Material support, such as machines, tools, facilities, adequate budget, and supplies. Adequate material support communicates that the work of the team is important. Starving a team for resources undercuts the goal and creates cynicism. Paradoxically, providing too much isn’t good either. A certain level of constraint can drive creativity (and over constraint kills it).
Expertise to supplement the knowledge and skills of the team when needed. Even when the team has all the skills required by the task, they may need an expert eye for consulting or reviewing. Sometimes there is some aspect of the work that requires scarce knowledge. They may need to consult with SMEs. It may not make sense to develop that knowledge on the team, or it may only be needed for a short time.
Feedback loops that connect the team to the organization. The team needs to hear how their product is being used in production and the impacts it is having within the organization.
If any one of these pillars is missing, you’ve put the team at a disadvantage.
Managers should spend 1:1 time with team-members at a frequency that feels right. This is not a task update meeting – this is time for coaching and mentorship. Ask about HR concerns.
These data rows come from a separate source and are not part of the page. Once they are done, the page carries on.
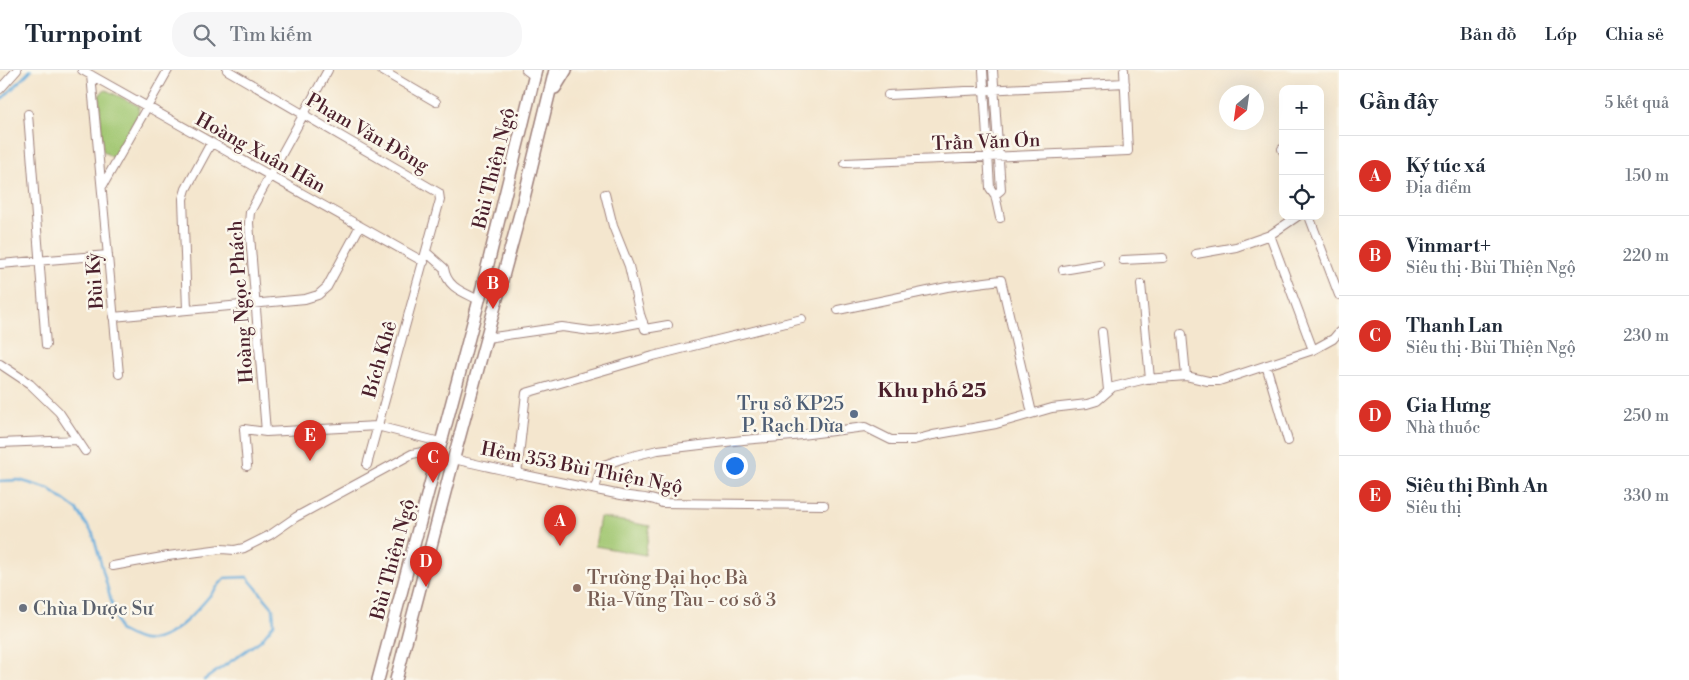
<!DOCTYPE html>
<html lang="vi">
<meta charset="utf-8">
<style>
:root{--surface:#fff;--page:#f6f6f7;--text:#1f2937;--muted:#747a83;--line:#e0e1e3;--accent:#d93025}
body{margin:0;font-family:"Libre Bodoni",serif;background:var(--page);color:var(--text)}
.controls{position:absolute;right:15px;top:15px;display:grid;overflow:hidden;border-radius:10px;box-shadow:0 5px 20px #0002}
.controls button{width:45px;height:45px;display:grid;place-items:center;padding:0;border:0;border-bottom:1px solid var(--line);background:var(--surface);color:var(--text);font:25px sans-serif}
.compass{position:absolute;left:1219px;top:15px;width:45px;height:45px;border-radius:50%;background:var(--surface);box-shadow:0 5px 20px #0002;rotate:209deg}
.you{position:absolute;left:734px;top:395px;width:18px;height:18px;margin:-12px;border:4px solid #fff;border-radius:50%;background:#1a73e8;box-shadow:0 0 0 8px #1a73e833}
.badge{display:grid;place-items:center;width:32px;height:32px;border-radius:50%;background:var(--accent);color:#fff;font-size:16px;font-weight:700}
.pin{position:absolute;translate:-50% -41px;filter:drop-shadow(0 1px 2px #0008)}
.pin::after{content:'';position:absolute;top:26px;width:18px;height:15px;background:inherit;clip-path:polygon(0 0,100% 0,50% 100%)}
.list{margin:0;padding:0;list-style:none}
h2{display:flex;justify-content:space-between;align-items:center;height:65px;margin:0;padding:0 20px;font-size:21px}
h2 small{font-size:16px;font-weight:400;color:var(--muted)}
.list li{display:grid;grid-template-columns:32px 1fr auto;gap:15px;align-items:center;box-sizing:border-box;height:80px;padding:0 20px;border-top:1px solid var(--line)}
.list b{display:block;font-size:19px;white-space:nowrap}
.list p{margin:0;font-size:16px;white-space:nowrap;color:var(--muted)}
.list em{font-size:16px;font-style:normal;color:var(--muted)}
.icon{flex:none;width:28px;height:28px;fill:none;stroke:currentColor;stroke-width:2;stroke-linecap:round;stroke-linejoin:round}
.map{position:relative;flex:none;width:1339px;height:610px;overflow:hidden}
header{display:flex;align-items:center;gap:30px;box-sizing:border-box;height:70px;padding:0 25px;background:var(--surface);border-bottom:1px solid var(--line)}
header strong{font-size:24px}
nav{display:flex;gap:28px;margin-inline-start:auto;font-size:18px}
.search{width:350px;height:45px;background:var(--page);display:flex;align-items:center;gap:12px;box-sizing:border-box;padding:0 18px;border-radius:20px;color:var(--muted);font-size:19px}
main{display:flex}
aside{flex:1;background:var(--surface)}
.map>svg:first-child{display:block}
.green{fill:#a2c772;stroke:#76734e}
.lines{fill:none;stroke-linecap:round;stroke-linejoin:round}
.stream{stroke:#65abdb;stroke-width:2.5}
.street-casing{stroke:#9f827c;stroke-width:10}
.secondary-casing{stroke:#9f827c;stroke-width:14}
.street{stroke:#fff;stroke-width:8}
.secondary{stroke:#fff;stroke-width:11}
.service-dot{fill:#5c6f8a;stroke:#fbf7ec;stroke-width:2}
.education-dot{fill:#8d6e63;stroke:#fbf7ec;stroke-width:2}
.worship-dot{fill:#6b7280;stroke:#fbf7ec;stroke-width:2}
.labels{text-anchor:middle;stroke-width:5;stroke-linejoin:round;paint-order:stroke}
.street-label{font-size:19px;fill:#4a1f2b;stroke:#fbf7ec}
.service-label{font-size:19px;fill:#4e5e75;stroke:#fbf7ec;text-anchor:end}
.education-label{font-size:19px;fill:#785e54;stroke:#fbf7ec;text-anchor:start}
.worship-label{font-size:19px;fill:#5b616d;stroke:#fbf7ec;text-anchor:start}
.neighbourhood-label{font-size:20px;font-weight:bold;fill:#4a1f2b;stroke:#fbf7ec}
</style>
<header>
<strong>Turnpoint</strong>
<div class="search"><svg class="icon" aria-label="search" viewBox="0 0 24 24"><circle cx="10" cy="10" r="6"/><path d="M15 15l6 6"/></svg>Tìm kiếm</div>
<nav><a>Bản đồ</a><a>Lớp</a><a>Chia sẻ</a></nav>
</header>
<main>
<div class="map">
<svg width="1339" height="610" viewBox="0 0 1339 610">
<rect width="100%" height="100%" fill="#fbf7ec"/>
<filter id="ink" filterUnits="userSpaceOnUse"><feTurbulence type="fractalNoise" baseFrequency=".02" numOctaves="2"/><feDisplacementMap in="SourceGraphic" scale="10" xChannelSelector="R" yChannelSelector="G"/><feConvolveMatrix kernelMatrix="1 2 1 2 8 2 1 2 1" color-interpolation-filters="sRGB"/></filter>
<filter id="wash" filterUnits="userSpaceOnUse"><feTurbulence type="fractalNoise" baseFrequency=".0096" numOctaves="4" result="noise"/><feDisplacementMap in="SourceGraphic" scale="20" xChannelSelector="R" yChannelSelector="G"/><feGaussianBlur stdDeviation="1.12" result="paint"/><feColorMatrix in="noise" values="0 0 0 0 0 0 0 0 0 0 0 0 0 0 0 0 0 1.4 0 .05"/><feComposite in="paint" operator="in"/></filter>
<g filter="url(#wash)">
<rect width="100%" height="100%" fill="#f4e6ce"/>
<!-- green -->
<path class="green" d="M106 20 139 36 138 45 113 88 103 81 99 26 101 23Z
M600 447 650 456 645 485 595 476Z"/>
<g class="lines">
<!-- stream -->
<path class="stream" d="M0 31 31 0
M0 411 19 410 49 419 77 440 93 464 119 560C130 565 140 572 152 570 180 566 207 528 225 508L247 507 273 538 274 554 261 570 204 610"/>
</g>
</g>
<g filter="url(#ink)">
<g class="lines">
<defs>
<path id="street" d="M82 0 424 192
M227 0 439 123 440 130 367 395
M381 0 436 32
M526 0 534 6
M983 0 990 118 995 125 1000 148
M993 0 1001 120 995 125
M91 5 119 304
M0 19 17 0
M888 25 1125 13
M28 44 46 275
M1282 79 1283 81
M845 93 1128 81 1124 0
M103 115 168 0
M605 124 613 156 629 196 640 244 645 259 668 255
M1309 146 1339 225
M1270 165 1313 280
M426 182 444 198C447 218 463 222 479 230
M1196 184 1236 177 1270 165 1298 146
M1123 190 1163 188
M0 194 108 185
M1063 200 1099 194
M1141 214 1150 309
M187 239 183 129 186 119 211 73
M838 240 947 217 1001 210 1032 343
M113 247 305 229 318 225 327 217 360 156
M1102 262 1108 320
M1182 264 1186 306
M487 268 562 257 591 261 602 260 643 252
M0 294 30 314 59 342 85 381
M1266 295 1288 371
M266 362 249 153 250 142 328 0
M0 373 76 370
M454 389C509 402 565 413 621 425 632 427 653 427 662 433L824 435
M247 396 244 359 266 362 377 356 440 372
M517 404 526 323 653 286 802 249
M595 419 600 401 604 395 624 388 658 380 743 370 793 366 865 357 891 370H914L933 365 996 354 1052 338 1087 334 1097 331 1113 317 1146 309 1186 306 1208 311H1219L1313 280 1333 269 1339 262
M113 496 168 486 221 479 235 480 244 478 270 465 296 447 412 384 422 382 437 386"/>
<path id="secondary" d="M555 18 566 0
M378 610 479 230 536 0
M396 610 457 376 521 140 555 0"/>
</defs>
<!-- street casing -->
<use href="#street" class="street-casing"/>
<!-- secondary casing -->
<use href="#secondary" class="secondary-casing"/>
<!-- street -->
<use href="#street" class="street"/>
<!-- secondary -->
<use href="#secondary" class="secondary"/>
</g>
</g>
<!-- markers -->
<circle class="service-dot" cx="854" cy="344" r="5"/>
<circle class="education-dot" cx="577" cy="518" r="5"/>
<circle class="worship-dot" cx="23" cy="538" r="5"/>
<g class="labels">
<!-- street labels -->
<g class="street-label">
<text transform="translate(368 62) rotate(30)" y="7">Phạm Văn Đồng</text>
<text transform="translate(986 71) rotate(-2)" y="7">Trần Văn Ơn</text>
<text transform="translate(261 82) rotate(29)" y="7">Hoàng Xuân Hãn</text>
<text transform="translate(493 98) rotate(-76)" y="7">Bùi Thiện Ngộ</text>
<text transform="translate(94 211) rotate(-94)" y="7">Bùi Kỷ</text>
<text transform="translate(240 232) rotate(-94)" y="7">Hoàng Ngọc Phách</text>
<text transform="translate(379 289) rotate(-74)" y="7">Bích Khê</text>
<text transform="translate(582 397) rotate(11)" y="7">Hẻm 353 Bùi Thiện Ngộ</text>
<text transform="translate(392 489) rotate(-75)" y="7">Bùi Thiện Ngộ</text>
</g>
<!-- service labels -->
<g class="service-label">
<text x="844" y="340">Trụ sở KP25<tspan x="844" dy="22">P. Rạch Dừa</tspan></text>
</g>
<!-- education labels -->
<g class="education-label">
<text x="587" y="514">Trường Đại học Bà<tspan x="587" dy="22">Rịa-Vũng Tàu - cơ sở 3</tspan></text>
</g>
<!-- worship labels -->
<g class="worship-label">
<text x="33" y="545">Chùa Dược Sư</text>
</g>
<!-- neighbourhood labels -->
<g class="neighbourhood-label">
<text x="932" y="327">Khu phố 25</text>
</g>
</g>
</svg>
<div class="controls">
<button>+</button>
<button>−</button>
<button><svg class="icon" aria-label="locate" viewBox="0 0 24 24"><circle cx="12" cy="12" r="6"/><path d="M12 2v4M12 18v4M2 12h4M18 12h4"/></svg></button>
</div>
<svg class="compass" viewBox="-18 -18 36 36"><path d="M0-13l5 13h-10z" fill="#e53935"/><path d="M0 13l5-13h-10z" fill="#747a83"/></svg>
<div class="you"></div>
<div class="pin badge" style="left:560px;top:476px">A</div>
<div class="pin badge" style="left:493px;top:239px">B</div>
<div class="pin badge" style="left:433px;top:413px">C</div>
<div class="pin badge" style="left:426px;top:517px">D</div>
<div class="pin badge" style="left:310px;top:391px">E</div>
</div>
<aside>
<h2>Gần đây<small>5 kết quả</small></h2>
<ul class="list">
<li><span class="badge">A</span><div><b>Ký túc xá</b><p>Địa điểm</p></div><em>150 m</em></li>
<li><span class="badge">B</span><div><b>Vinmart+</b><p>Siêu thị · Bùi Thiện Ngộ</p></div><em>220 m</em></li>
<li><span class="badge">C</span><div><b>Thanh Lan</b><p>Siêu thị · Bùi Thiện Ngộ</p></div><em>230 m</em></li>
<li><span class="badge">D</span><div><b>Gia Hưng</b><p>Nhà thuốc</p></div><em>250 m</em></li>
<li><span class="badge">E</span><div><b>Siêu thị Bình An</b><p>Siêu thị</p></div><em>330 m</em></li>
</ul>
</aside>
</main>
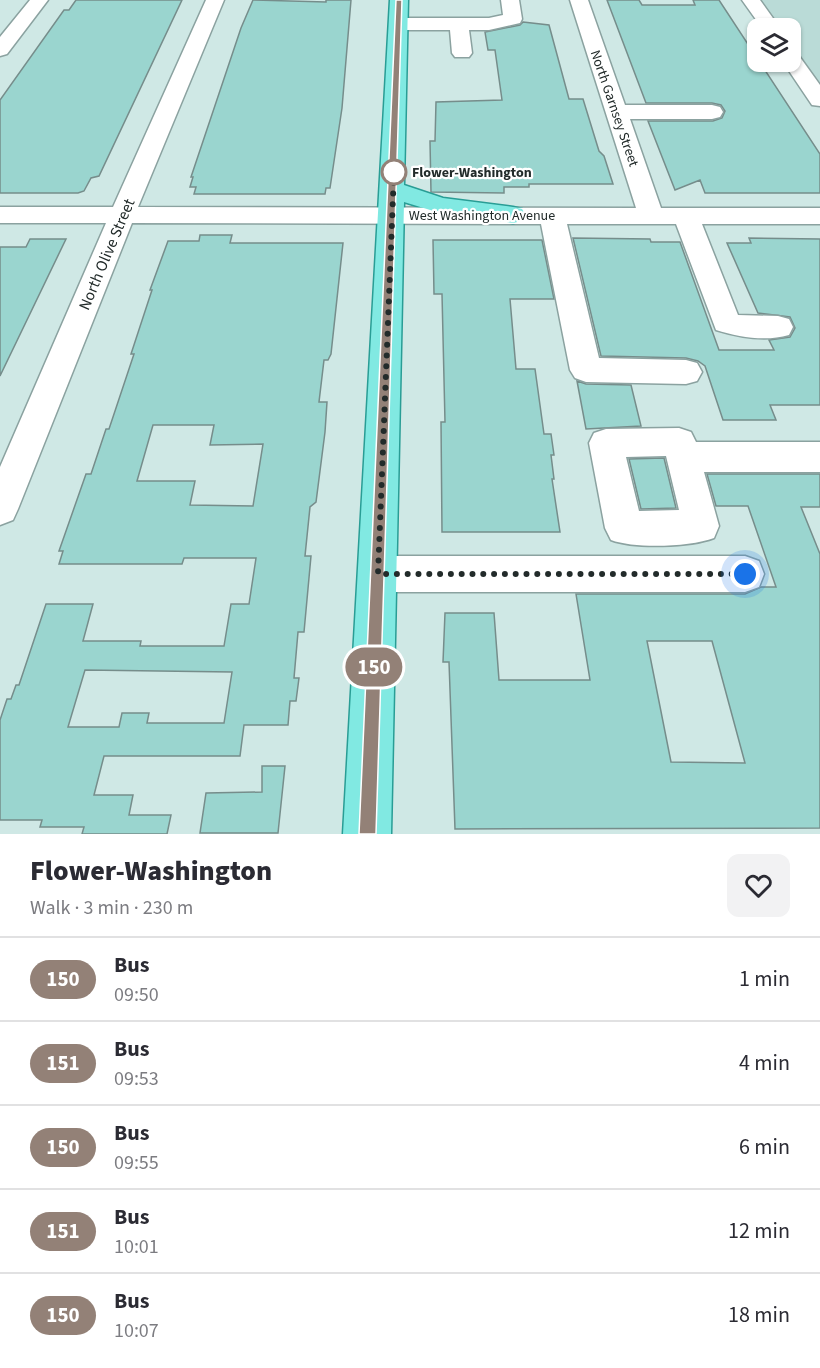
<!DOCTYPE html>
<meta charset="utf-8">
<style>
:root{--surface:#fff;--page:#f2f2f3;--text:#2b2b33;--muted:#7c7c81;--line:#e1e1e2}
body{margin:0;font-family:"Source Sans 3",sans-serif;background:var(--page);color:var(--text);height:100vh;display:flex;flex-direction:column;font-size:22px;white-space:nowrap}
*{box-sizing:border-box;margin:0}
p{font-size:20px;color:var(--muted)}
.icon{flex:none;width:33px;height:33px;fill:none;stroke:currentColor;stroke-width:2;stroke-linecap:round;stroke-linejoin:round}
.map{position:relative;height:834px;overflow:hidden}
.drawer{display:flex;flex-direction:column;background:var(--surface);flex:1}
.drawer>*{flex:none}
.badge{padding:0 12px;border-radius:20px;font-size:21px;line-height:39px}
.controls{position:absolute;left:747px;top:18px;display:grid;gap:12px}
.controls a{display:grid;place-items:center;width:54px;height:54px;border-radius:12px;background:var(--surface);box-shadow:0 2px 4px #0004;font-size:30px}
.you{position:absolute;width:30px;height:30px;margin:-15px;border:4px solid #fff;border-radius:50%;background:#1a73e8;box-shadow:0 0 0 9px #1a73e833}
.map>.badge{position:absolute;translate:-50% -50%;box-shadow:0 0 0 3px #fff}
.round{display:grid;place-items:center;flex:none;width:63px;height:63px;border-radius:12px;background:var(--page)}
.head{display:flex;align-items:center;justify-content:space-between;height:102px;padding:0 30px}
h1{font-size:28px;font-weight:800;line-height:45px}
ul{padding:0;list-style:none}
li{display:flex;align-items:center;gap:18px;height:84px;padding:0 30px;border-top:2px solid var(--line)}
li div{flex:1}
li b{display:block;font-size:22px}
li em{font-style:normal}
li .badge{min-width:66px;font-weight:700;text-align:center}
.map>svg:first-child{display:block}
.built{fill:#badbd7}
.building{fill:#9ad5cf;stroke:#768d8b;stroke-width:1.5;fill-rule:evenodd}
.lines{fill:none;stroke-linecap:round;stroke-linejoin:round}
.minor-casing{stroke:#8ba2a0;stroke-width:3}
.major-casing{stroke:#299d95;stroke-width:3}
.minor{fill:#fff;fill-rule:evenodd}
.major{fill:#81e9e2;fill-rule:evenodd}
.line{fill:#938177;stroke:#fff;stroke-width:1.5}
.walk{stroke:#222b2a;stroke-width:6;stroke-dasharray:0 10.8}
.stop-dot{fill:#fff;stroke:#938177;stroke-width:3}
.labels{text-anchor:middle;stroke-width:4.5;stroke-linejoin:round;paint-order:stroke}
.far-street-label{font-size:14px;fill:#222b2a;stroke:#fff}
.far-stop-label{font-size:14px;font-weight:bold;fill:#222b2a;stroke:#fff;text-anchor:start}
.street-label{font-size:16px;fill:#222b2a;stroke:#fff}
</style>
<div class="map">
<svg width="820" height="834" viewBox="0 0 820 834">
<rect width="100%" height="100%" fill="#cfe8e5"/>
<path class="built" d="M759,0H820V85L791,44L790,28H779Z"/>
<path class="building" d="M76,0H182L99,176L91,178L84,191L78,193H0V100L64,10H69Z
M253,0L326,2V0H351L342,108L330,188H326L325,194H194L196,187H190L193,177H191L241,28Z
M607,0H639L642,5H695L693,0H719L820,154V193H705L700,180L675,190L648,121H713L722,118L725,111L721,105L712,103H646Z
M523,22L549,25L569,99H583L599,151L604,156L613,184H529V187H504V193L431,192L430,141H435L436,102L502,100L495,50H488L485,32L520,25Z
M200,235H232L230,243H343L331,354L328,360H324L319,402H327L325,432L316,502L310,507L305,556H311L304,632H298L294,678H299L296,701H290L288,725H244L240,756H104L94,795H133L129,815H171L167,834H82L84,827H40L42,820H0V720L7,699H11L16,685H19L46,604H93L83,641H141L140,646H224L231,604H249L256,558H184L182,564H59L63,551H59L86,474H91L106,429H109L134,354H131L152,290H150L168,241H199ZM153,425H214L210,445L263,444L253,506L190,505L195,481H137ZM85,670L232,672L224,723H147L149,713H122L119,727H68Z
M573,238L650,239L651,242H680L719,350H774L769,340L790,337L795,328L790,317L758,313L727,243H751L749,238L820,239V405H770L776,420H723L705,366L698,361L686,358L601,356Z
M30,239H66L0,376V247H26Z
M433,240H542L554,299H510L516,369H535L544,434H551L554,455H551L554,479H552L560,532H442L441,422H445L442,294H434Z
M577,381L586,384L631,385L641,426L586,429Z
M664,458L676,508L641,509L629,459Z
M707,474H820V507H801L820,554V828L455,829L449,662H443L445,613H494L499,680H590L576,594H745L761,587H776L748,506H716ZM647,641H712L745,763L671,762Z
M262,766H285L278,833H200L206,793L262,792Z"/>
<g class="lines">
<defs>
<path id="minor" d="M30,0H48L7,54L0,56V37Z
M206,0H224L138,207L636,208L570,0H588L625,105H712L720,107L723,112L720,117L712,119H630L661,208H820V224H702L738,315L778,316L789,319L793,327L789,335C765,342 739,337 716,330L676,224H567L599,358L686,360L697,363L702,372L697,381L686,384L586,382L575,378L570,370L541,224L132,223L18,509L13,520L0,525V467L106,223H0V207H113Z
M501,0H519L522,19L520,23L489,30H469L472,53L469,57H455L452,53L450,30H399L390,24L399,18H489L503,15Z
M742,0H760L780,28H762Z
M790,51L797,53L820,85V106L812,105L783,62H790Z
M679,428L691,432L696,442H820V472H704L719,526L714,538C690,547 635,549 611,540L605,528L589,443L594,433L606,429ZM666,456L679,510L639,511L626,457Z
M378,556H745L759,561L764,574L759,587L745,592H378L364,587L359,574L364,561Z"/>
<path id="major" d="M390,0H408L404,185L443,198L513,207L522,209L526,215L522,221L513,223L440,213L404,202L391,834H343Z"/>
</defs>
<use href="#minor" class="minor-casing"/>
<use href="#major" class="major-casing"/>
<use href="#minor" class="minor"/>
<use href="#major" class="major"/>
</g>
<path class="line" d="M396,0H402L376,834H359Z"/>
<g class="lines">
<path class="walk" d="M394,172L378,574H745"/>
</g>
<circle class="stop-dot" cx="394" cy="172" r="12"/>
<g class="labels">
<g class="far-street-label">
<text transform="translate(615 108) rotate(71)" y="5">North Garnsey Street</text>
<text x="482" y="220">West Washington Avenue</text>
</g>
<g class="far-stop-label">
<text x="412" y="177">Flower-Washington</text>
</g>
<g class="street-label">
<text transform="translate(106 254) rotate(-67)" y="6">North Olive Street</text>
</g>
</g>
</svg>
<div class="controls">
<a><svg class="icon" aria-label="layers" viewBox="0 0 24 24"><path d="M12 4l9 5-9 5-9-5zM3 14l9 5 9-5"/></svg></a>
</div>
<div class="you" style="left:745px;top:574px"></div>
<b class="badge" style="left:374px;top:667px;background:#938177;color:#fff">150</b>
</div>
<section class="drawer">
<div class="head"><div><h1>Flower-Washington</h1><p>Walk · 3 min · 230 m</p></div><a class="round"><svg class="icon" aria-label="heart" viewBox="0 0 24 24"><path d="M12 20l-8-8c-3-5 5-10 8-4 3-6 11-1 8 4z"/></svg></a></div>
<ul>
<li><span class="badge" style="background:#938177;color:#fff">150</span><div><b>Bus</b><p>09:50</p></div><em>1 min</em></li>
<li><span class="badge" style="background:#938177;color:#fff">151</span><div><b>Bus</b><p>09:53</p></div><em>4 min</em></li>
<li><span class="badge" style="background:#938177;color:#fff">150</span><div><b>Bus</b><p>09:55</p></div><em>6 min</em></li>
<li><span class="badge" style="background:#938177;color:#fff">151</span><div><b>Bus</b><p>10:01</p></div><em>12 min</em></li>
<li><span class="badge" style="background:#938177;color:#fff">150</span><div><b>Bus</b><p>10:07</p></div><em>18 min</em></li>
</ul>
</section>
For many agile teams, traditional job descriptions, career paths, and other personnel systems don’t fit agile work very well, so you want to know when there’s dissatisfaction and understand when and how policies are getting in the way.
At the organizational level, managers can often see potential impacts across teams that they cannot see, so make sure those teams talk to each other to work out them out.
When teams are working well, managers don’t need intervene. The hard work is in establishing a real team and ensuring enabling conditions are in place. When managers of self-sufficient teams feel like they aren’t doing much, it’s a sign they’ve succeeded. But managers shouldn’t abandon the team. Teams need support and a connection to the organization.
Don’t tamper if things are working. Ask what is getting in the way, and go fix it. Ask what the team needs, and obtain it for them. Ask what you can do to help. If the team says “nothing,” don’t inflict help.